Starting at the first line of the data, print every line up to and including the one with "825,199 873,164L906,167C879,207 851,232", but no pictures.

[Saved data entries]
- - - -

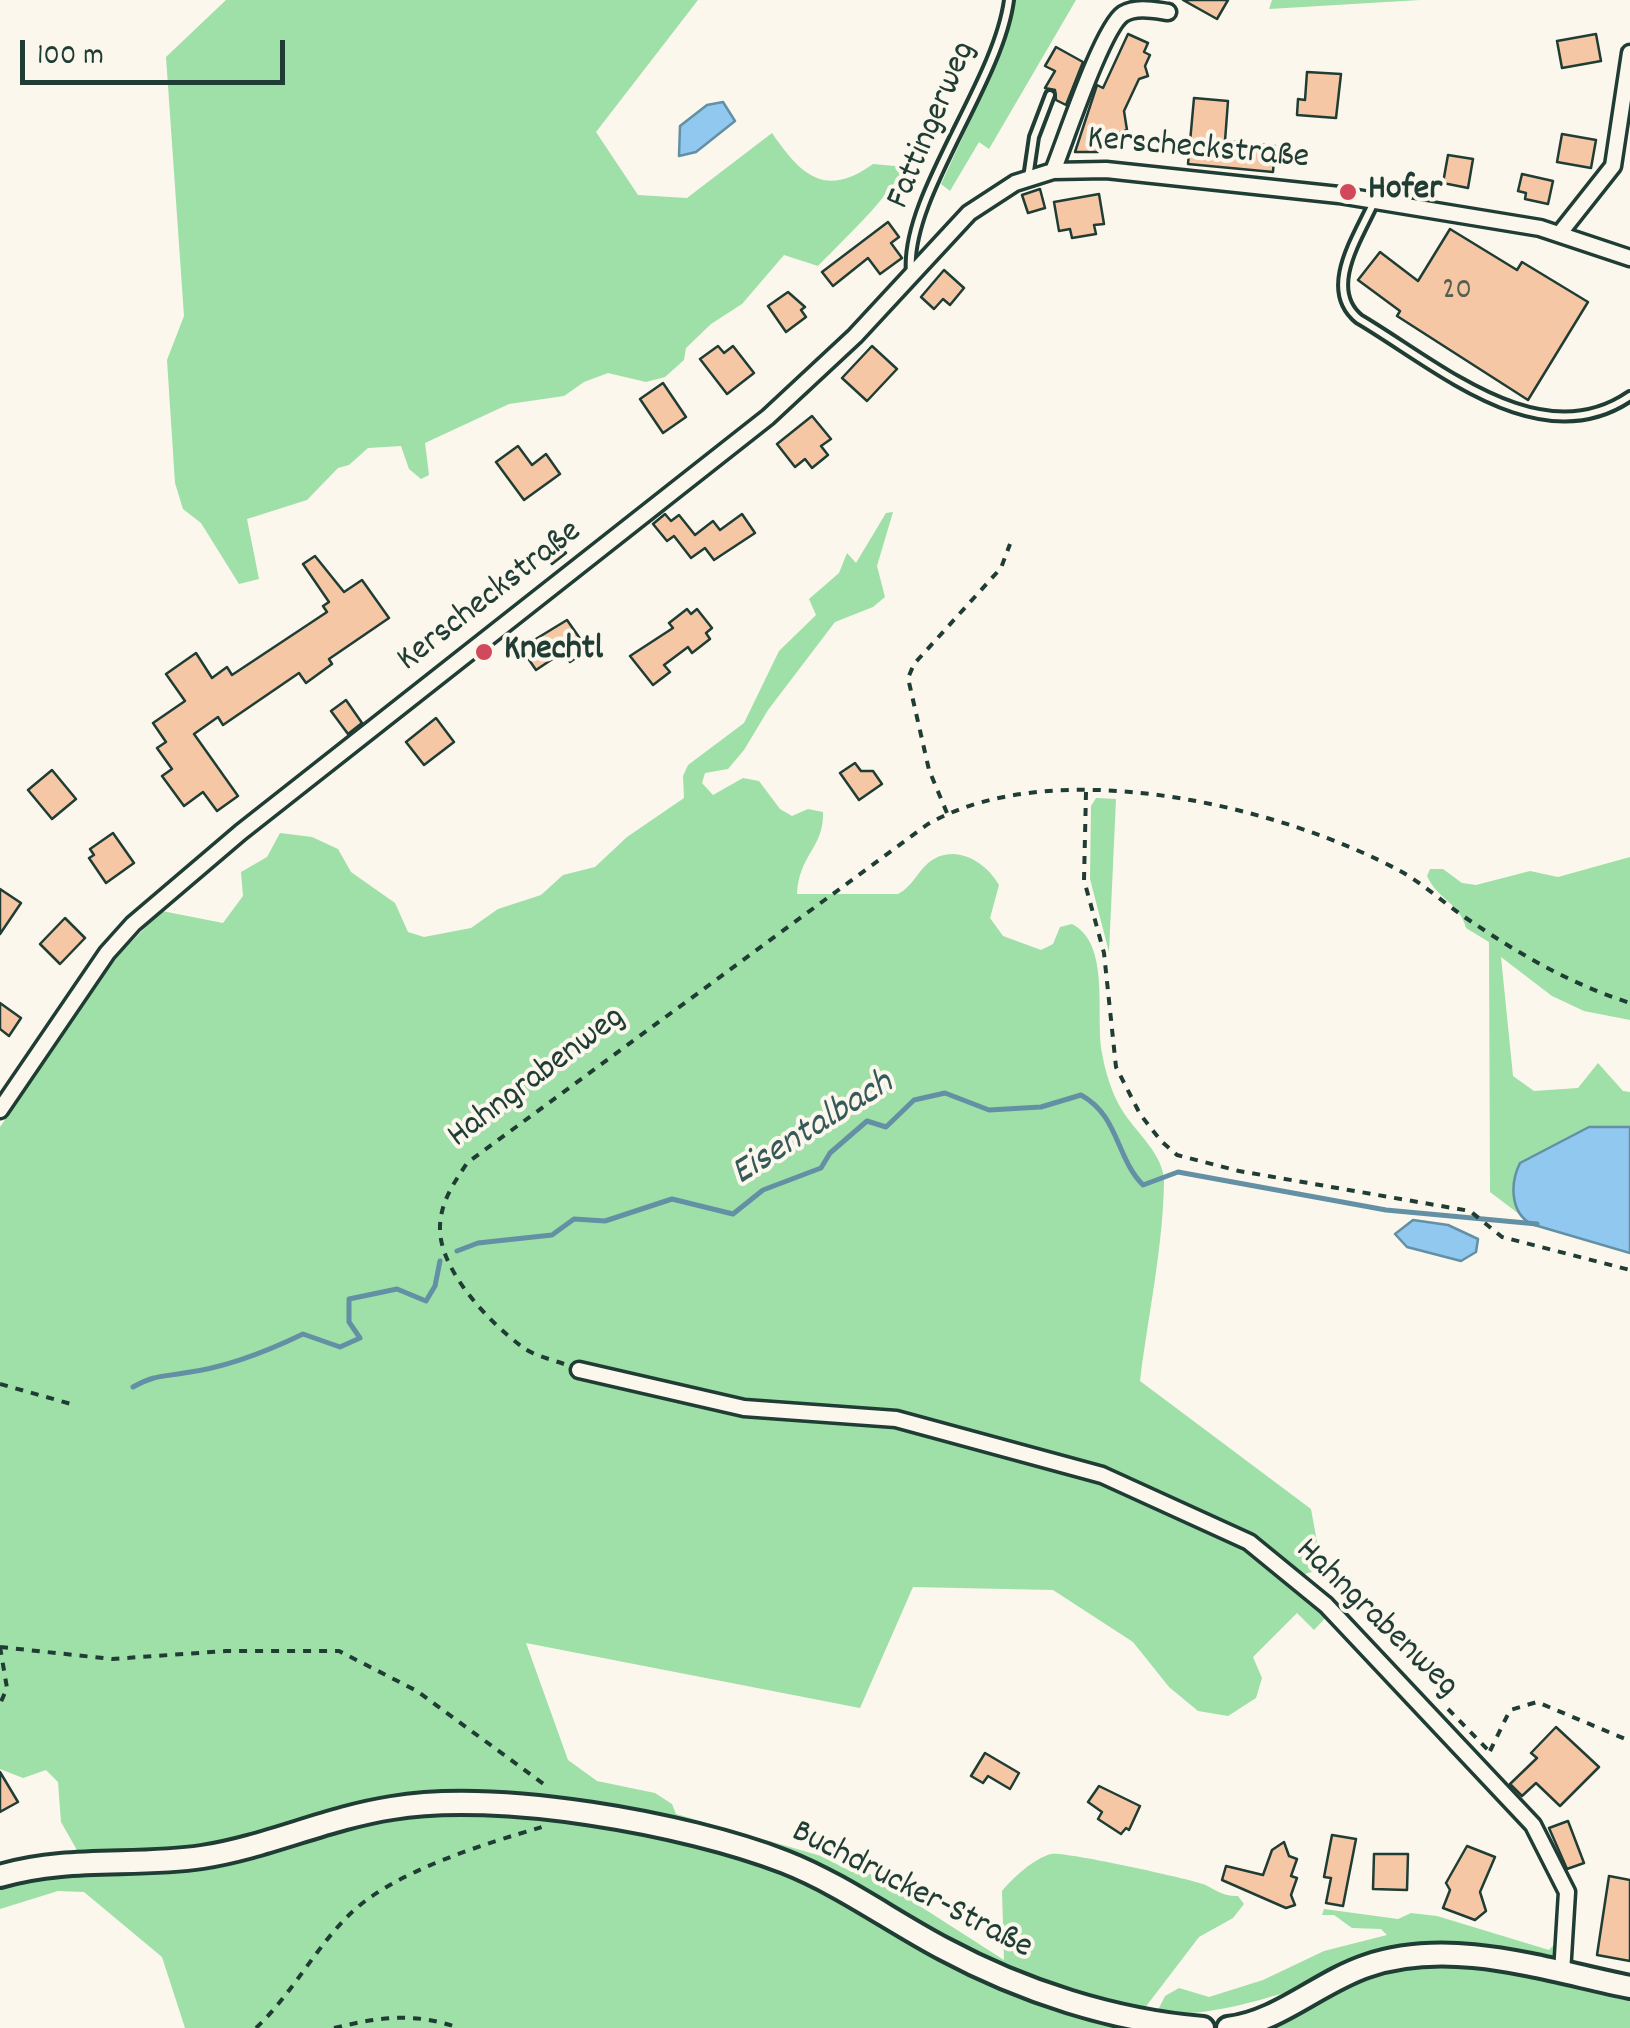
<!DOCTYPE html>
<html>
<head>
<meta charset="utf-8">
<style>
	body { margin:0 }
	#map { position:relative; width:1630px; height:2028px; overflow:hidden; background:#fbf7ec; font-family:Dekko,sans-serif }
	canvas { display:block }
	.scale { position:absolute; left:20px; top:40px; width:265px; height:45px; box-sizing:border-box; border:5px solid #1f3d34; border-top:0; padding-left:12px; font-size:30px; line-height:35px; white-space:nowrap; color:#1f3d34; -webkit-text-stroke:8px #fbf7ec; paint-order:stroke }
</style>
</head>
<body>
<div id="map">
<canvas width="1630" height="2028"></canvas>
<div class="scale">100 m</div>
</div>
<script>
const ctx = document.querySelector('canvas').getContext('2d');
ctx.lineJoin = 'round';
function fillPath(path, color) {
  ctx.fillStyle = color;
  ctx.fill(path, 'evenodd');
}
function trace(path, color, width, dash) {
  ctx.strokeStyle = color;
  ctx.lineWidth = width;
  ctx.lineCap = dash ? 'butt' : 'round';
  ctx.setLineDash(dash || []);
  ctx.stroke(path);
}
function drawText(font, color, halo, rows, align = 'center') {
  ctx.font = font + ' Dekko,sans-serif';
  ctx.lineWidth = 8;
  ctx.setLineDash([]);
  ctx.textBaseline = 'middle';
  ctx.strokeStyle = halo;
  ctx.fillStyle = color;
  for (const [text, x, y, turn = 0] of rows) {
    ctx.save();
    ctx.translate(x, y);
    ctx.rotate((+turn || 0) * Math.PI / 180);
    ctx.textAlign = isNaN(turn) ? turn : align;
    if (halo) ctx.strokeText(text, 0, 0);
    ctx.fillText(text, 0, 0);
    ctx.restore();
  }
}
fillPath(new Path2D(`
	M226,0H698L596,132L638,195L687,198L772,133C801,175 825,199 873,164L906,167C879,207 851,232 818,266L784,255L742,304L711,324L686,348L684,360L665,377L646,382L608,373L584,382L564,396L509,404L425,443L429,475L421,479L409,469L401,446L368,448L349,465L338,468L307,500L247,519L259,579L239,584L201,523L183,509L175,483L167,360L184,316L166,57Z
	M1014,0H1076L989,149L979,142L950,191L941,184L997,63Z
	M1272,0H1420L1269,9Z
	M893,512L877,566L885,597L873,607L835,622L768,710L744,750L728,769L705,773L702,783L713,795L743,778L759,781L780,809L792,816L808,809L823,812C824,848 799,854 797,894H898C911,887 916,875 926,865C951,841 985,860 999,885L990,918L1003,936L1041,950L1053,944L1060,927L1072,924C1111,944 1095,1015 1102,1053C1105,1071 1112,1094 1122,1110C1136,1133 1164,1154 1164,1182C1163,1248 1148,1316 1140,1381L1311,1509L1319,1553L1315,1571L1288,1579L1329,1614L1314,1630L1297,1613L1253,1657L1262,1678L1256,1698L1228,1716L1198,1711L1169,1687L1133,1642L1053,1590L913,1587L860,1708L526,1643L568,1760L597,1781L655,1793L672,1804L676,1814L821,1856L852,1872L862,1869L1004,1960L1002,1891C1014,1877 1033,1859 1051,1854C1063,1851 1185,1878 1203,1884C1217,1890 1221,1896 1238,1896L1244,1904L1233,1918L1199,1937L1144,2009L1026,1979L945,1940L819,1868L496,1796L214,1847L78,1852L61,1822L58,1782L46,1770L23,1778L0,1769V1127L114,959L162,911L223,923L243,896L241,872L267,857L280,833L312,837L338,849L351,872L395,903L408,932L424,937L471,928L498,909L541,895L563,875L595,867L627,837L684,798L683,776L688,765L744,723L779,651L816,615L809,599L839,573L847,553L856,563L886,513Z
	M1096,798L1116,799L1109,952L1090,879L1091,806Z
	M1630,857V1020L1584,1011L1552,996L1501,957L1513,1076L1534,1091L1578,1088L1598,1063L1623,1091L1630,1092V1127H1588L1520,1163L1513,1192L1519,1214L1490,1192L1489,942L1466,928C1460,903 1437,899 1427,876L1430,869H1443L1462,883L1476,885L1530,871L1558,877Z
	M433,1809L585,1820L738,1853L784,1868L938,1953L1159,2028H185L162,1957L84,1892L58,1891L0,1909V1883Z
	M1324,1909L1398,1919L1411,1913L1437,1916L1549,1950L1563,1935L1559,1952L1548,1959C1519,1956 1443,1942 1419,1949C1358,1965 1213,2028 1158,2010L1165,1996L1179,1988L1209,1997L1263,1980L1324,1951L1387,1935L1381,1929L1352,1928L1334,1915H1322Z
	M1466,1962L1630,1993V2028H1258L1356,1977L1388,1967Z`), '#9fdfa8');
const water = new Path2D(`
	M723,102L735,121L696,152L679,156L680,126L707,105Z
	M1589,1127H1630V1253L1531,1224C1510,1212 1510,1183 1520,1163Z
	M1413,1220L1448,1225L1478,1239L1476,1252L1461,1261L1407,1247L1395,1234Z`);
fillPath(water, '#91c8ef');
trace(water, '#6390a4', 2.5);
trace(new Path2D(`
	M457,1251L478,1243L552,1235L574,1219L605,1221L672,1199L733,1214L763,1190L821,1168L830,1153L867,1121L886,1127L914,1100L945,1093L989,1110L1041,1107L1081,1095C1119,1116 1115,1156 1143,1185L1178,1172L1386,1210L1537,1224
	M133,1387C155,1375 161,1377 184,1373C224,1368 268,1351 303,1334L340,1347L360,1338L349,1322V1299L397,1289L426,1301L435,1286L440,1261`), '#6390a4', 5);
const building = new Path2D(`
	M1183,0H1228L1217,19Z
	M1128,34L1148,43L1144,52L1150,55L1145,66L1148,76L1139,79L1124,111L1127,130L1118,133L1113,145L1103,141L1098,152H1075L1097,85L1103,88Z
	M1596,34L1601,61L1562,68L1557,41Z
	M1056,47L1083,62L1066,105L1056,100L1055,90L1045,88L1055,71L1045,66Z
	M1307,72L1341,74L1336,118L1297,115L1298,99L1305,100Z
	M1194,98L1228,101L1225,141L1275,146L1273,172L1188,164Z
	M1562,134L1596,140L1591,168L1557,162Z
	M1448,155L1473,159L1468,188L1443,183Z
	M1522,174L1553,181L1548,204L1525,199L1526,193L1518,191Z
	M1040,189L1045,208L1028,213L1022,195Z
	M1099,194L1104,224L1094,225L1096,234L1072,238L1070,229L1059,231L1054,202Z
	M888,222L899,237L891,243L902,258L880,274L868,258L833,286L822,272Z
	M1450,229L1517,270L1522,262L1588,302L1528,400L1397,316L1400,311L1358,280L1380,252L1418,281Z
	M944,270L964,288L950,305L943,299L934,309L921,297Z
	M788,292L805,307L801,310L806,317L786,332L768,306Z
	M718,346L724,353L733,346L754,373L727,394L700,359Z
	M872,346L897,369L867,401L842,378Z
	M663,383L686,417L663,433L640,399Z
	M812,416L831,439L821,446L828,455L812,468L805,459L795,467L777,444Z
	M518,446L532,465L546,454L560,474L524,500L496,462Z
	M665,514L671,521L679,515L695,535L713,521L720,530L742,514L755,533L714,560L705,548L691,558L674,536L667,541L653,524Z
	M554,537L566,553L552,564L540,548Z
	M315,556L344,592L362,580L389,618L329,659L332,664L306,683L299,673L223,725L218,717L194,734L238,796L217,811L203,792L184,806L162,776L172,769L157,748L166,742L153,723L185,701L166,674L196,653L212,678L227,667L232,675L327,612L323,606L329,602L303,564Z
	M687,609L691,614L697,609L712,628L706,633L710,639L692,653L688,647L664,665L670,672L653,685L630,656L673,628L669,623Z
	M567,620L588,650L570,662L563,652L536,670L521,648Z
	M346,700L362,723L348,734L331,711Z
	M436,718L454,742L424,765L406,742Z
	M855,763L861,771H873L882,784L859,800L840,773Z
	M52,770L76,799L52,819L28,790Z
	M113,833L134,863L106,883L89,858L94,855L90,849Z
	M0,889L21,903L0,934Z
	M65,918L85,938L60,964L40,944Z
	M0,1003L21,1018L9,1036L0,1029Z
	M1556,1727L1599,1767L1560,1806L1536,1783L1522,1796L1510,1784L1537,1758L1531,1753Z
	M985,1753L1019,1773L1010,1789L988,1776L983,1783L971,1776Z
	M0,1772L18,1802L0,1812Z
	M1099,1786L1140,1806L1129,1830L1126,1828L1121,1834L1098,1819L1102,1812L1088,1802Z
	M1568,1821L1584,1863L1567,1869L1549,1828Z
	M1332,1835L1356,1839L1343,1906L1326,1903L1331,1878L1324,1877Z
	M1284,1842L1289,1856L1297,1859L1291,1876L1297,1878L1291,1895L1295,1905L1286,1908L1222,1880L1226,1866L1263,1875L1272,1850Z
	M1467,1846L1495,1857L1480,1892L1486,1911L1475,1920L1443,1908L1450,1890L1446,1883Z
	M1374,1854H1408L1407,1890L1373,1889Z
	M1609,1876L1630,1880V1961L1597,1955Z`);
fillPath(building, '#f6c7a5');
trace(building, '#1f3d34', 2.5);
const lane = new Path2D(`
	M1028,178L1034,137L1050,95
	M1374,202C1359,236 1322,289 1359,319C1437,365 1540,458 1630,396
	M911,273C904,198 998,84 1009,0`);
const street = new Path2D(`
	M1053,171C1065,142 1102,28 1123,14C1136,6 1154,10 1168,12
	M1560,233L1613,166L1630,53
	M0,1110L107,953L133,924L241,832L768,417L855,336L969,213L1015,183L1053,171L1106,170L1339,195L1540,228L1630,258
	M579,1370L744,1408L896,1419L1102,1475L1249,1542L1326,1605L1533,1825L1567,1892L1562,1973`);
const secondary = new Path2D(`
	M0,1876C68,1856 134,1867 202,1857C267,1847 327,1818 392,1808C497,1790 685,1823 785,1862C841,1884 891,1921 944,1949C1022,1991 1114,2021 1203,2028
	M1228,2028C1279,2022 1319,1982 1367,1966C1451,1937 1546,1970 1630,1987`);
trace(lane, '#1f3d34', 14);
trace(street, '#1f3d34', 21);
trace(secondary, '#1f3d34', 28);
trace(new Path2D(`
	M1086,792L1084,880L1104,953L1116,1067L1140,1114L1161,1141L1177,1155L1239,1171L1470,1211L1502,1237L1630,1270
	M947,813L929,770L908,678L914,664L1001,568L1010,544
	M564,1364C550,1359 532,1355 521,1346C489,1322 438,1269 440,1226C441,1201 454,1183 467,1163L928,824C1055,752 1281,806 1402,872C1423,884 1443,902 1463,916C1519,954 1566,982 1630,1003
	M0,1384L71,1404
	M0,1647L112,1659L226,1651H339L417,1691L549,1788
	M0,1647L7,1688L0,1704
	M1448,1709L1490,1752
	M1490,1751L1510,1710L1537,1702L1630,1741
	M256,2028C292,1994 314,1950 348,1916C391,1872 484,1844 542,1827
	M334,2028C380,2017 414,2012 459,2028`), '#1f3d34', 4, [8, 8]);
trace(lane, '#fbf7ec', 6);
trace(street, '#fbf7ec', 14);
trace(secondary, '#fbf7ec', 20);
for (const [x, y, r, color] of [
	[1348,192,10,"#d1495b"],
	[484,652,10,"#d1495b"]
]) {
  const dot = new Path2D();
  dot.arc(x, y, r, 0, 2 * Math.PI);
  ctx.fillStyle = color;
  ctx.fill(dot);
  trace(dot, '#fbf7ec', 4);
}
drawText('30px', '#556050', null, [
	["20",1457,293]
]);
drawText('35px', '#1f3d34', '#fbf7ec', [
	["Fattingerweg",934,126,-67],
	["Kerscheckstraße",1198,151,5],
	["Kerscheckstraße",491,598,-38],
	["Hahngrabenweg",538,1079,-37],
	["Hahngrabenweg",1375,1620,44],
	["Buchdrucker-Straße",911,1892,27]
]);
drawText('bold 35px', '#1f3d34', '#fbf7ec', [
	["Hofer",1368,192],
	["Knechtl",504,652]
], 'left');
drawText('italic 38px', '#365959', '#fbf7ec', [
	["Eisentalbach",814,1131,-32]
]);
</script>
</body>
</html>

- - - -

__EXERCISE OUTPUT__.
<!DOCTYPE html>
<html>
<head>
<meta charset="utf-8">
<style>
	body { margin:0 }
	#map { position:relative; width:1630px; height:2028px; overflow:hidden; background:#fbf7ec; font-family:Dekko,sans-serif }
	canvas { display:block }
	.scale { position:absolute; left:20px; top:40px; width:265px; height:45px; box-sizing:border-box; border:5px solid #1f3d34; border-top:0; padding-left:12px; font-size:30px; line-height:35px; white-space:nowrap; color:#1f3d34; -webkit-text-stroke:8px #fbf7ec; paint-order:stroke }
</style>
</head>
<body>
<div id="map">
<canvas width="1630" height="2028"></canvas>
<div class="scale">100 m</div>
</div>
<script>
const ctx = document.querySelector('canvas').getContext('2d');
ctx.lineJoin = 'round';
function fillPath(path, color) {
  ctx.fillStyle = color;
  ctx.fill(path, 'evenodd');
}
function trace(path, color, width, dash) {
  ctx.strokeStyle = color;
  ctx.lineWidth = width;
  ctx.lineCap = dash ? 'butt' : 'round';
  ctx.setLineDash(dash || []);
  ctx.stroke(path);
}
function drawText(font, color, halo, rows, align = 'center') {
  ctx.font = font + ' Dekko,sans-serif';
  ctx.lineWidth = 8;
  ctx.setLineDash([]);
  ctx.textBaseline = 'middle';
  ctx.strokeStyle = halo;
  ctx.fillStyle = color;
  for (const [text, x, y, turn = 0] of rows) {
    ctx.save();
    ctx.translate(x, y);
    ctx.rotate((+turn || 0) * Math.PI / 180);
    ctx.textAlign = isNaN(turn) ? turn : align;
    if (halo) ctx.strokeText(text, 0, 0);
    ctx.fillText(text, 0, 0);
    ctx.restore();
  }
}
fillPath(new Path2D(`
	M226,0H698L596,132L638,195L687,198L772,133C801,175 825,199 873,164L906,167C879,207 851,232 818,266L784,255L742,304L711,324L686,348L684,360L665,377L646,382L608,373L584,382L564,396L509,404L425,443L429,475L421,479L409,469L401,446L368,448L349,465L338,468L307,500L247,519L259,579L239,584L201,523L183,509L175,483L167,360L184,316L166,57Z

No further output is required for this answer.